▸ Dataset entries
BEGIN

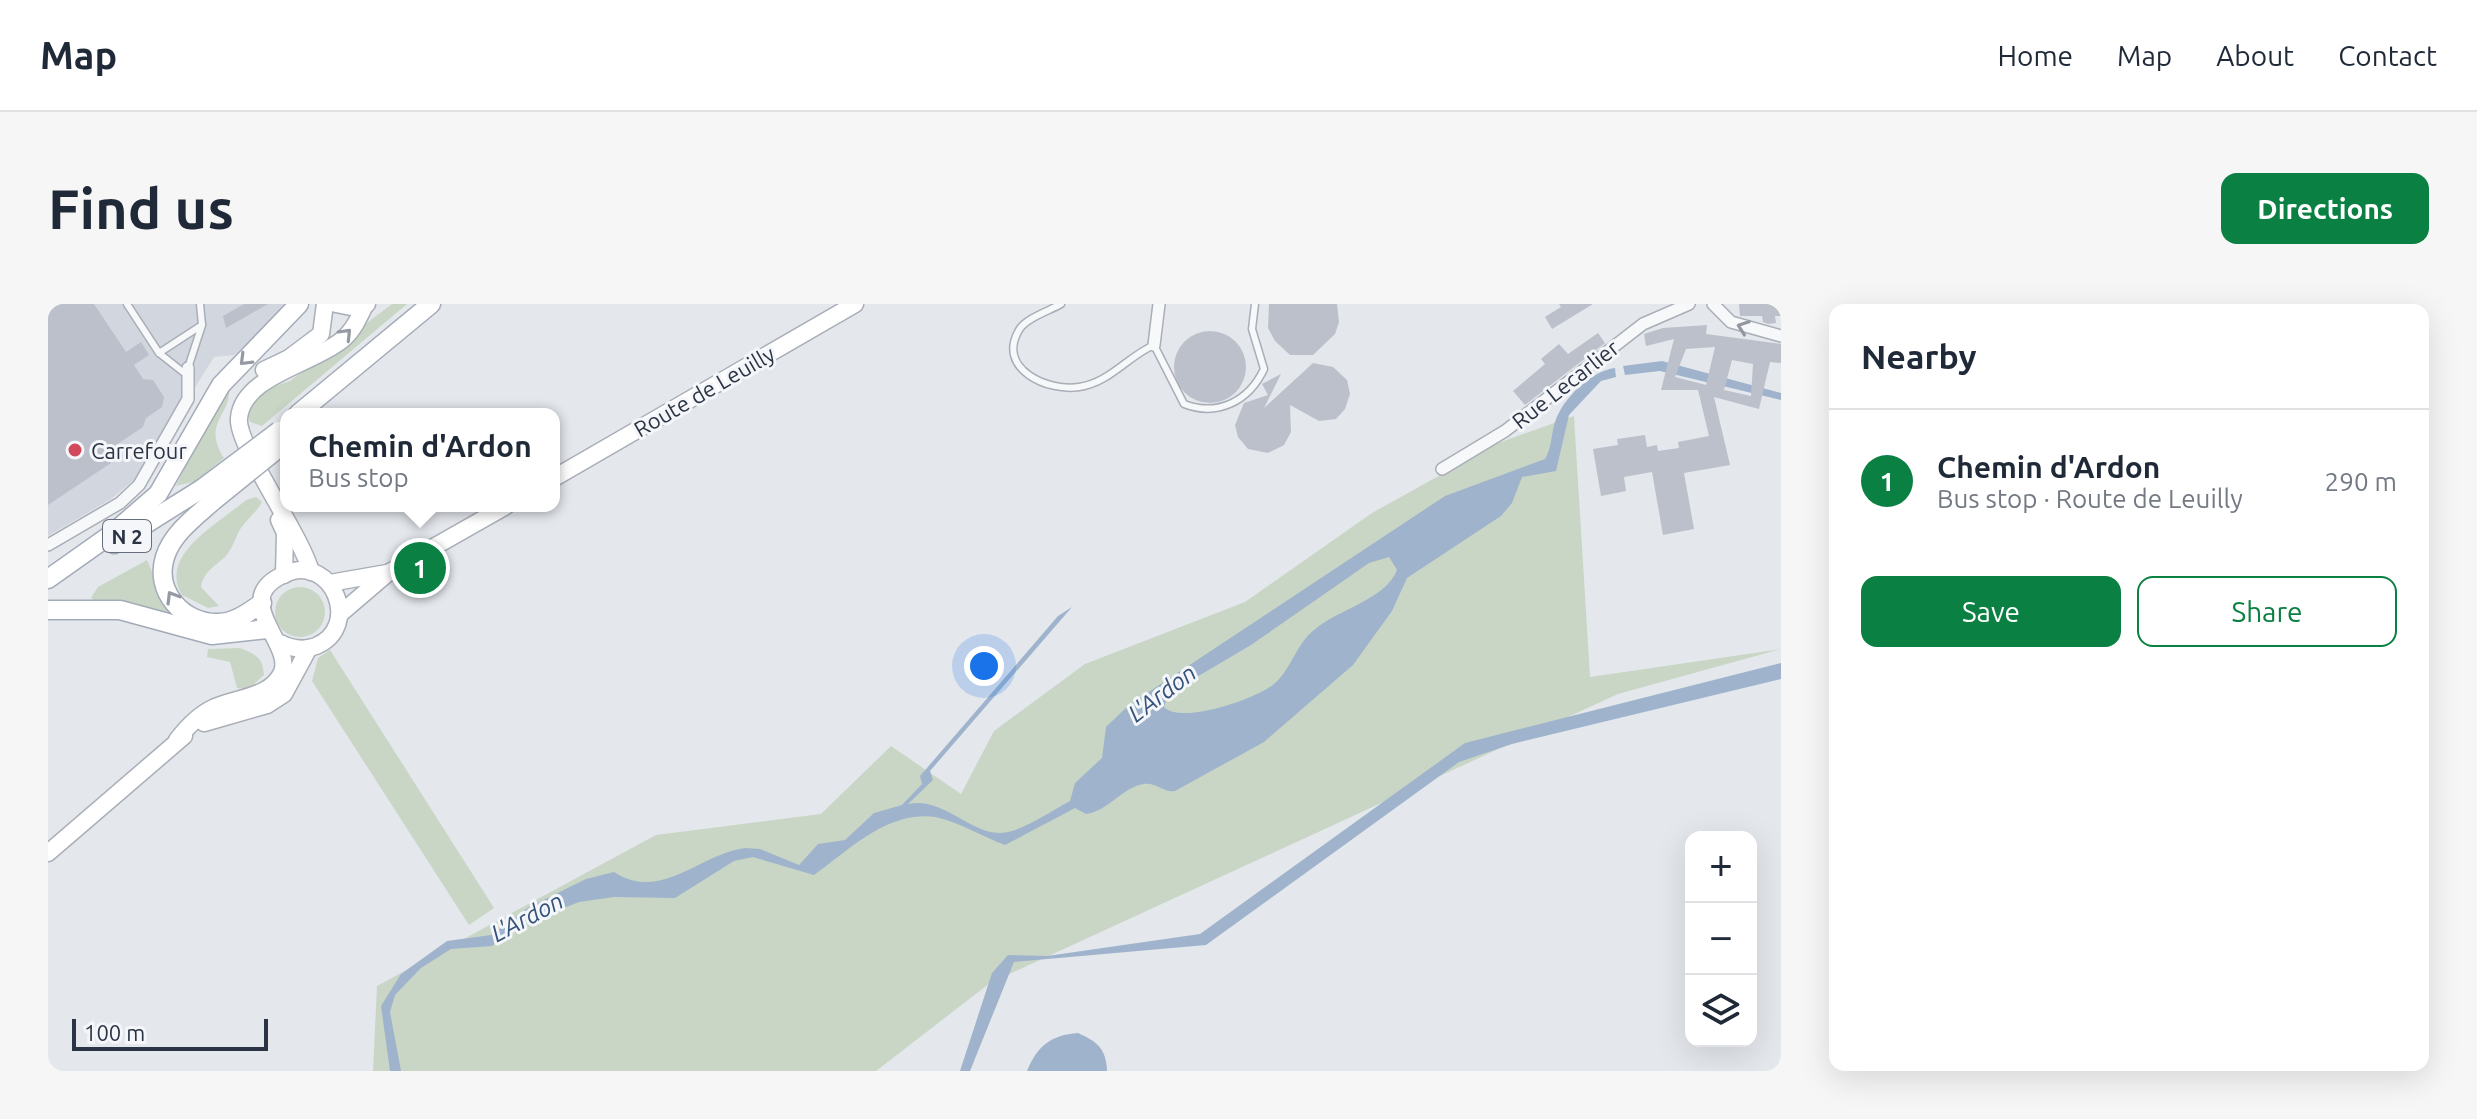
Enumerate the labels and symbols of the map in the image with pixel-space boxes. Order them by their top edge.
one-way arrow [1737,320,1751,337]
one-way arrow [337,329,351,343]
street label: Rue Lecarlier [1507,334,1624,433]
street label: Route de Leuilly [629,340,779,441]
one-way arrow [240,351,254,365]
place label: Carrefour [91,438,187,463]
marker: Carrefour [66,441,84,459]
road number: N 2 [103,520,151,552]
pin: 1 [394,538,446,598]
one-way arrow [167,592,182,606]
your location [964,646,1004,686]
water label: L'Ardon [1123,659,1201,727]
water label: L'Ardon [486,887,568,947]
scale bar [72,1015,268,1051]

END

▸ Task objective
Reprint every record exactly and skip the pictures.

▸ Reply to the exercise
Enumerate the labels and symbols of the map in the image with pixel-space boxes. Order them by their top edge.
one-way arrow [1737,320,1751,337]
one-way arrow [337,329,351,343]
street label: Rue Lecarlier [1507,334,1624,433]
street label: Route de Leuilly [629,340,779,441]
one-way arrow [240,351,254,365]
place label: Carrefour [91,438,187,463]
marker: Carrefour [66,441,84,459]
road number: N 2 [103,520,151,552]
pin: 1 [394,538,446,598]
one-way arrow [167,592,182,606]
your location [964,646,1004,686]
water label: L'Ardon [1123,659,1201,727]
water label: L'Ardon [486,887,568,947]
scale bar [72,1015,268,1051]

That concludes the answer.